ElmでWebGLしてみる

2018年12月13日 engineering

この記事はElm2(完全版) Advent Calendar 2018の13日目の記事です。

はじめに

Elmが楽しいので、WebGLも動かしてみました。
今回はサンプルを動かして簡単にソースを見て行きます。

環境

  • OSX 10.13.6 (High Sierra)
  • Elm 0.19.0

WebGLライブラリについて

現状(2018/12/10)、elmの0.19.0ではelm-explorations/webglを用いると良さそうです。 https://package.elm-lang.org/packages/elm-explorations/webgl/latest

ちなみにこいつにたどり着くまでにちょっと苦労しました。

どうやらElmにもWebGLのライブラリがあるらしい
↓
Googleで「elm webgl」と検索
↓
検索の一番上に引っかかるのが、elm-community/elm-webgl
↓
deprecated orz
↓
elm-community/webglにリンクが貼られている。
↓
elm-community/webglを見ると使えそうな雰囲気。
↓
githubを見るとdeprecated
↓
elm-explorations/webgl !!

ソースコードを見る

elm-explorations/webgl のsampleコードを軽く眺めて見ます。

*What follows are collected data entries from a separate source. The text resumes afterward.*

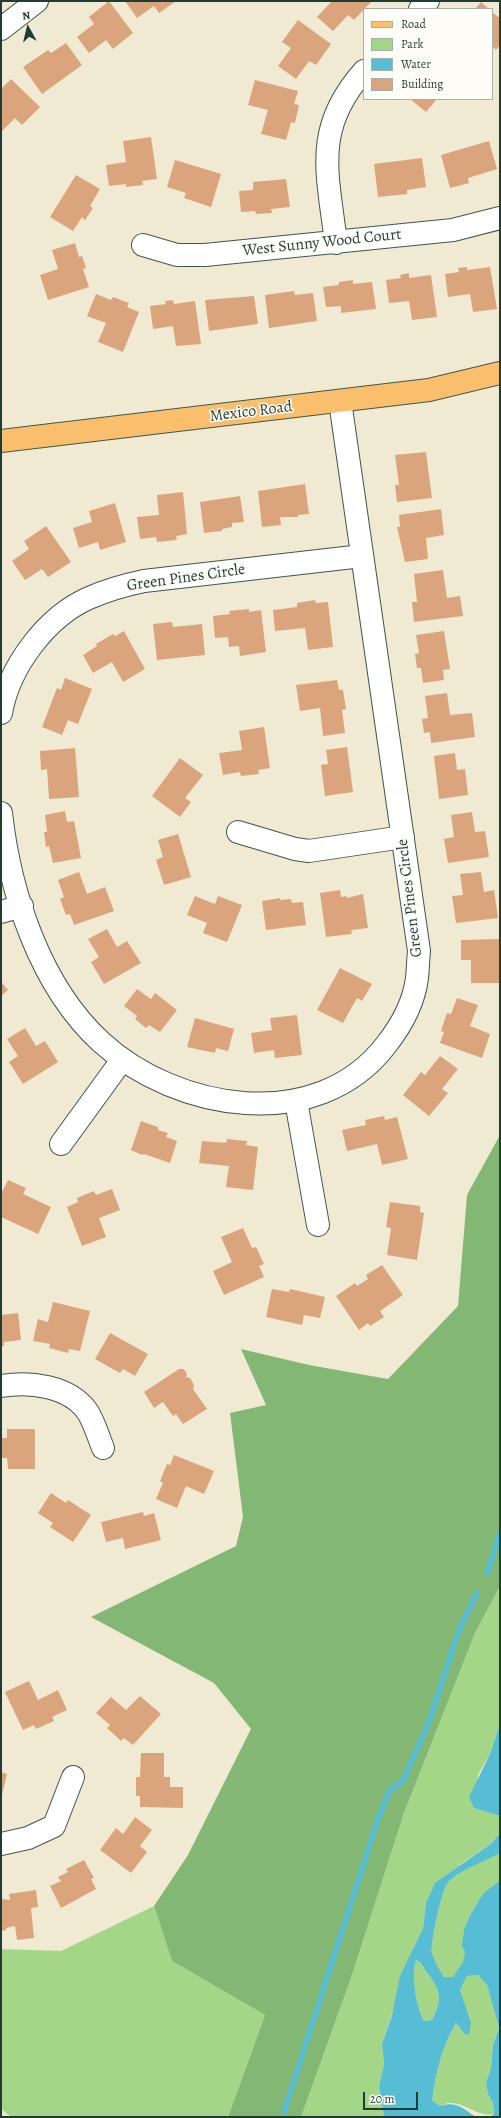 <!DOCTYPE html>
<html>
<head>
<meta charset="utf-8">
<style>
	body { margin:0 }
	#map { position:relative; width:501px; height:2118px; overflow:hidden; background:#f1ead3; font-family:Alegreya,serif }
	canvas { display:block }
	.frame { position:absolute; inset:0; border:2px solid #1f3d34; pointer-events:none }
	.legend { position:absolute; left:363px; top:8px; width:130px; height:92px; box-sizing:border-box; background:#fdfcf7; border:1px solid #a4b0a9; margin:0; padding:5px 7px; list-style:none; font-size:12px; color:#1f3d34 }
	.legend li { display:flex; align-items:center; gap:8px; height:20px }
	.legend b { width:20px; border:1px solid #a4b0a9 }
	.north { position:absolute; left:8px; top:8px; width:40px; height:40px; -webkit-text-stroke:3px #fdfcf7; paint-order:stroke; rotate:352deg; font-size:11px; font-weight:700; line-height:16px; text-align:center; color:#1f3d34 }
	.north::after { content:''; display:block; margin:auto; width:14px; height:18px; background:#1f3d34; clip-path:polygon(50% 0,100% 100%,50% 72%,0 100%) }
	.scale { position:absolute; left:363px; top:2092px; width:55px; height:18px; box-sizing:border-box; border:2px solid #1f3d34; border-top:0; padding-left:5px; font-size:12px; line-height:14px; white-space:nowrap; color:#1f3d34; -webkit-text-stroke:3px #fdfcf7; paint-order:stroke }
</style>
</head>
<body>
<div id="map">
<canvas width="501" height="2118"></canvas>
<div class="frame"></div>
<ul class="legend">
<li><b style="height:5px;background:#f9bf6d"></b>Road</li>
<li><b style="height:11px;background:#a3d787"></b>Park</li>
<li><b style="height:11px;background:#57bdd5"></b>Water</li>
<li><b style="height:11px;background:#daa57c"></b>Building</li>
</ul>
<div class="north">N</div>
<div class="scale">20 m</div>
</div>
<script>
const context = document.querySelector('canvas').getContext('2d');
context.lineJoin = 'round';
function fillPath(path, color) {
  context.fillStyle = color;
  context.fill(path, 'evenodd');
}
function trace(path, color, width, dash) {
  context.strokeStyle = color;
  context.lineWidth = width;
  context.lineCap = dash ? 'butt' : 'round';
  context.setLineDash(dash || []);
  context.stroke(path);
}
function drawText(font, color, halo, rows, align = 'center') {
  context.font = font + ' Alegreya,serif';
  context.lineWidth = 3;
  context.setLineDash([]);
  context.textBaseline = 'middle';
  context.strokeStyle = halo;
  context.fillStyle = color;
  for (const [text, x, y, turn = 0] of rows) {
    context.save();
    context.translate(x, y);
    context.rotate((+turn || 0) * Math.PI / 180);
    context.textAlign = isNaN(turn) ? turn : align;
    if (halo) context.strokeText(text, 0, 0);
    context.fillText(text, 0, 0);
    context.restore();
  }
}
const green = new Path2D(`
	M500 1586V1724L490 1754 478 1775 474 1808 500 1816V1833L492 1843 461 1864 426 1903 423 1928 413 1949 382 2044 384 2064 379 2086 384 2117H301L351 1978 404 1813 475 1633Z
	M500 1853V1880C485 1891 468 1912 464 1931 462 1939 463 1944 465 1952 467 1961 458 1970 453 1977H444C439 1969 434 1962 432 1952 430 1945 442 1889 447 1884 456 1871 486 1860 500 1853Z
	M154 1906 172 1961 265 2015 228 2117H11L1 2109V1949L61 1951Z
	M416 1960C422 1964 424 1969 428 1974 443 1993 442 1999 432 2020L424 2021C416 2006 411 1977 416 1960Z
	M478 1975 487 1985 499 2028 493 2043 491 2068 486 2083 488 2094 493 2103 494 2114C478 2118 465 2102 449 2103 446 2103 443 2105 440 2106L432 2100C436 2073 442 2046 456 2023L464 2033V2006L460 1990 467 1976Z`);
const forest = new Path2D(`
	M500 1135V1586L475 1633 404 1813 351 1978 301 2117H228L265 2015 172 1961 154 1906 188 1855 251 1729 214 1683 91 1617 236 1546 243 1517 230 1413 266 1405 241 1349 309 1365 388 1379 458 1306 467 1195Z`);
const water = new Path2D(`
	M500 1724V1816L474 1808 469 1797 490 1754Z
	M500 1833V1853C486 1861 456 1871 447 1884 442 1889 430 1945 432 1952 434 1961 439 1969 444 1977H453L463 1962 465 1953 462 1945 464 1929 470 1915 483 1894 500 1880V2117H490L494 2114 493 2103 488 2094 486 2083 491 2068 493 2044 499 2028 487 1985 478 1975 467 1976 460 1990 471 2023 469 2035 464 2033 456 2023C442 2046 436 2073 432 2100L440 2106C457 2101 462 2108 476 2117H384L379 2086 384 2064 382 2044 392 2015 400 1976 423 1928 426 1903 435 1883 492 1843ZM416 1960C422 1963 424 1969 428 1974 442 1992 442 2000 432 2020L424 2021C416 2006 411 1976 416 1960Z`);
const stream = new Path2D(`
	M487 1574 500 1533
	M284 2112 379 1816 390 1790 403 1781 430 1719 459 1630 477 1593`);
const building = new Path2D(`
	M109 1 133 33 113 49 106 40 89 53 77 37 94 24 89 17Z
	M125 1H176L159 13 154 6 137 18Z
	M332 1H372L354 20 348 15 333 31 317 17Z
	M481 2 489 9H475Z
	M492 12 500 18V45L496 50 492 46Z
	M298 20 331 44 316 65 309 61 296 79 278 66 291 48 282 42Z
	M66 43 82 65 42 94 23 67 48 50 51 53Z
	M11 79 40 107 22 125 15 118 1 132V89Z
	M255 80 298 91 294 104 299 105 295 123 291 122 286 140 261 134 268 110 248 105Z
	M410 99H437L426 112Z
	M151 137 157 179 142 181 143 185 126 187V184L109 186 106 165 126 162 123 141Z
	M489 141 497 169 468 178 469 183 450 188 441 155Z
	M422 158 426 187 407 190V194L378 197 374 164Z
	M175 160 221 174 211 207 184 198 186 193 167 187Z
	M76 175 100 189 90 206 93 208 85 220 82 217 73 231 50 217Z
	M286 179 290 207 271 209 272 213 256 214 255 211 241 212 239 191 253 190V182Z
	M75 243 79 257 82 256 86 268 83 269 89 287 48 300 40 275 58 269 52 250Z
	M467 267V270L490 267 497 309 473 312 470 294 448 297 445 274 459 272 458 268Z
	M409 273V278L431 275 437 317 412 320 409 301 389 303 386 280 401 278 400 275Z
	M353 280V284L372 282 376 309 341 313V306L326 307 323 287 339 285V282Z
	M294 291 295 295 313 293 317 321 269 328 265 295Z
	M96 294 111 300 113 297 129 303 127 307 139 312 123 352 98 342 106 323 87 316Z
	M254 296 258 324 209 331 205 300Z
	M173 300 174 304 195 301 201 344 176 346 173 326 153 329 150 306 166 304 165 301Z
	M426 452 432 498 397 502 395 485H399L395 455Z
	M305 484 309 514 298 515V517H280L281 525 262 527 258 491Z
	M183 492 187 534 176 536 177 540 157 542 156 537 140 539 137 517 159 515 157 495Z
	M240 496 244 522 232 523V527L222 529V531L204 533 200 502Z
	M115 503 126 542 100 550 98 542 79 548 73 528 92 522 89 511Z
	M441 509 444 535 426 538 428 559 405 562 397 527H400L399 515Z
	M46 526 71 562 48 577 42 569 25 580 12 561 29 549 24 541Z
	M443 570 447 598 460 596 463 616 414 622 412 602H417L414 574Z
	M315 600 316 603 328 602 333 647 308 650 305 628 275 631 273 610 297 607V603Z
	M249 609V612L261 610 266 652 240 656 239 646 229 647 228 637 215 638 213 616 230 614 229 611Z
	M172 622 173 627 202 624 205 655 157 660 153 624Z
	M124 631 145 669 123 682 112 662 93 673 83 655 97 646 96 644 113 634 115 636Z
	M444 631 450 669 443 670 444 680 423 683 421 668H417L415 654 419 653 416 635Z
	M65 678 92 689 78 724 68 720 62 735 42 727 57 688 61 690Z
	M337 680 339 690H343L346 709 342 710 345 733 323 736 320 708 300 711 296 685Z
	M447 693 450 715 472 713 475 737 431 743 430 732 424 733 422 719 428 718 425 696Z
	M264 727 270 768 258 770 259 774 241 776 240 772 223 775 219 753 242 750 239 731Z
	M347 747 353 792 325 796 321 765 328 764 326 750Z
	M75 748 79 797 49 799 47 769 41 770 40 751Z
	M455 753 457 770 465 769 468 795 439 799 434 756Z
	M180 758 203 775 185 798 191 802 180 817 152 796Z
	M65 811 67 822 74 821 81 858 53 863 49 846 46 847 44 832H47L45 815Z
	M472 812 475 832 485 831 489 857 448 863 444 839 454 837 451 815Z
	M178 834 191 877 164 885 156 860 163 857 158 840Z
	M79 872 87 894 105 887 114 911 74 925 70 914 66 915 60 899 64 897 58 880Z
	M481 872 484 892 494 890 498 918 456 923 452 896 463 895 460 874Z
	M340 890 341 897 347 896V898L363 894 368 928 351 930 352 934 326 937 320 893Z
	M195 896 215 904 218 896 242 905 227 942 203 933 207 923 187 915Z
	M280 898V900L291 899 292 903 303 902 306 925 266 930 262 901Z
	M107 929 117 947 127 941 141 963 104 984 91 962 99 957 88 939Z
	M500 939V983H471V960H461V940Z
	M340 968 372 984 362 1001 357 998 343 1023 317 1010Z
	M1 982 8 990 1 996Z
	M137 989 151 999 155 993 177 1010 160 1032 149 1025 146 1028 135 1019 137 1016 124 1006Z
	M457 998 478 1005 470 1026 490 1034 482 1058 440 1043 444 1032 441 1031 447 1013 451 1014Z
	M297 1015 302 1055 275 1058 274 1050 254 1053 251 1033 272 1030 270 1018Z
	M195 1018 234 1029 228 1051 216 1048 215 1053 187 1047Z
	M25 1028 36 1046 45 1041 58 1062 23 1084 9 1062 18 1056 7 1039Z
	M440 1056 458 1069 442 1089 448 1093 429 1116 403 1095 421 1072 425 1075Z
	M384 1116 385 1120 397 1117 408 1159 382 1165 377 1144 347 1151 342 1130 366 1125 365 1120Z
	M141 1121 158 1127V1130L168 1133 166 1137 177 1141 170 1163 144 1154 142 1155 131 1150Z
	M227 1139 247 1141 246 1145 258 1147 253 1190 226 1187 229 1166 199 1163 202 1141 226 1143Z
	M8 1180 26 1188 23 1194 51 1207 38 1234 1 1217V1194Z
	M112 1189 120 1210 99 1218 106 1237 82 1246 67 1207 78 1202 77 1198 94 1191 96 1195Z
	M390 1202 420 1206V1212L424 1213 417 1260 387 1255 391 1228 386 1227Z
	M243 1228 252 1248 256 1247 264 1264 259 1266 264 1277 224 1295 213 1271 232 1262 221 1237Z
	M382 1265 403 1295 380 1311 384 1317 370 1326 368 1323 359 1330 336 1296 355 1283 357 1286 368 1279 366 1275Z
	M272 1289 289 1292 290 1289 325 1297 320 1318 304 1315 302 1325 266 1317Z
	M53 1302 90 1311 80 1351 69 1349 68 1353 49 1348 50 1344 33 1341 38 1319 48 1322Z
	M18 1313 21 1340 4 1342V1346H1V1315Z
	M110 1333 148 1354 135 1376 123 1369 120 1373 95 1359Z
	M179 1369H184L187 1374 186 1377 190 1378 194 1385 193 1389 207 1409 183 1424 176 1414 173 1416 163 1402 154 1408 144 1392Z
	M7 1429H35V1469H8L7 1458H1V1438H7Z
	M174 1455 214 1471 204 1494 186 1486 177 1508 156 1499 163 1483 160 1481 167 1464 170 1465Z
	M51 1493 66 1503 68 1500 91 1515 73 1542 50 1527 53 1523 38 1513Z
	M143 1512 144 1516 154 1513 161 1540 125 1549 123 1538 106 1542 101 1522Z
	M29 1681 38 1700 58 1690 67 1710 52 1717 54 1721 36 1729 34 1725 23 1730 5 1692Z
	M140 1696 161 1714 133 1745 124 1738 121 1741 107 1728 110 1725 96 1713 111 1697 126 1710Z
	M141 1753H164V1777H170V1787H183V1808L140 1807V1796H136V1777H140Z
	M1 1772 7 1774 2 1795H1Z
	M135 1817 152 1830 140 1846 147 1852 131 1873 100 1850 116 1828 123 1834Z
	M84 1860 94 1878 91 1879 96 1889 61 1908 50 1886 61 1881 58 1877 68 1872 66 1869Z
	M36 1890 38 1907 31 1908 34 1938 17 1940 15 1926 6 1928V1930L1 1931V1899L10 1900 9 1894Z`);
const minor = new Path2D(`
	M420 9 428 1
	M1 29 37 1
	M336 243C328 174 312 129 364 71
	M143 245 177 255H205L453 230 500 218
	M1 713C9 667 46 617 89 598 107 590 125 585 144 581L362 556
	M1 813C10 893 40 986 101 1042 176 1111 317 1135 386 1045 401 1026 414 1002 417 978 418 969 418 960 419 951L340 401
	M238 832 295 849 309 851 403 837
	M1 912 22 906
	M296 1101 318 1225
	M61 1144 122 1060
	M1 1386C30 1381 69 1386 87 1411 94 1421 98 1436 103 1448
	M1 1844 28 1838 54 1826 73 1777`);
const major = new Path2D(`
	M1 441 429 390 500 373`);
const streetNames = [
	["West Sunny Wood Court",322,243,-6],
	["Mexico Road",251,412,-7],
	["Green Pines Circle",186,578,-8],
	["Green Pines Circle",410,898,-97]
];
fillPath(green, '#a3d787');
fillPath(forest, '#82b874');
fillPath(water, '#57bdd5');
trace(stream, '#57bdd5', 5.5);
fillPath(building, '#daa57c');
trace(minor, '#3e574c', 24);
trace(major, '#3e574c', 24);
trace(minor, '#fff', 22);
trace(major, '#f9bf6d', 22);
drawText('16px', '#1f3d34', '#fdfcf7', streetNames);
</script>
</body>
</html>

ソースコードはこちらのを使用します。examples/cube.elm

Main部分は以下のような感じです。

main : Program Value Float Float
main =
    Browser.element
        { init = \_ -> ( 0, Cmd.none )
        , view = view
        , subscriptions = (\_ -> onAnimationFrameDelta Basics.identity)
        , update = (\dt theta -> ( theta + dt / 5000, Cmd.none ))
        }

通常通りBrowser.elementを使って表示しています。 ラムダ式で書かれていて型がわかりにくいので、関数化してみる以下のような感じでしょうか?

type alias Model =
    Float


type Msg
    = Delta Float


main : Program () Model Msg
main =
    Browser.element
        { init = init
        , view = view
        , subscriptions = subscriptions
        , update = update
        }


init : () -> ( Model, Cmd Msg )
init _ =
    ( 0, Cmd.none )


update : Msg -> Model -> ( Model, Cmd Msg )
update msg model =
    case msg of
        Delta dt ->
            ( model + dt / 5000, Cmd.none )


subscriptions : Model -> Sub Msg
subscriptions theta =
    onAnimationFrameDelta (\dt -> Delta dt)


view : Model -> Html Msg
view theta =
    WebGL.toHtml
        [ width 400
        , height 400
        , style "display" "block"
        ]
        [ WebGL.entity
            vertexShader
            fragmentShader
            cubeMesh
            (uniforms theta)
        ]

MsgもModelもFloatだったので型をつけてみました。
ここらへんは通常のElmアプリとあんまり変わらない感じですね。
違うところといえば、subscriptionsの onAnimationFrameDelta と view の WebGL.toHtml/entity くらいでしょうか。

onAnimationFrameDelta は 毎フレーム呼ばれ前フレームとの差分のdelta ミリ秒を取得できるものです。アニメーションなどをステップ実行する際に便利なやつですね。

WebGL.toHtmlで Html msg を生成しています。

width, heightでWebGLを描画するCanvasの描画サイズを指定しています。
WebGL.entity は以下のような定義になっています。

entity :
    Shader attributes uniforms varyings
    -> Shader {} uniforms varyings
    -> Mesh attributes
    -> uniforms
    -> Entity

WebGL.entityには、VertexShader, FragmentShader、メッシュ情報、Uniformを渡しています。

具体的なGLSLについての説明は省略しますが、以下のサイトは非常に参考になるのでオススメです。
https://wgld.org/

実際に動かして見ると以下のような感じです。

おわりに

WebGLをElmでの扱い方を簡単に紹介しましたが、意外と手軽にできるのと、あとは型があるので、その通りに実装すればある程度動くものが作れるというのはElmでWebGLを使う大きなメリットかなと思います。

これを用いて色々と作って見たら面白そうだなと思いました。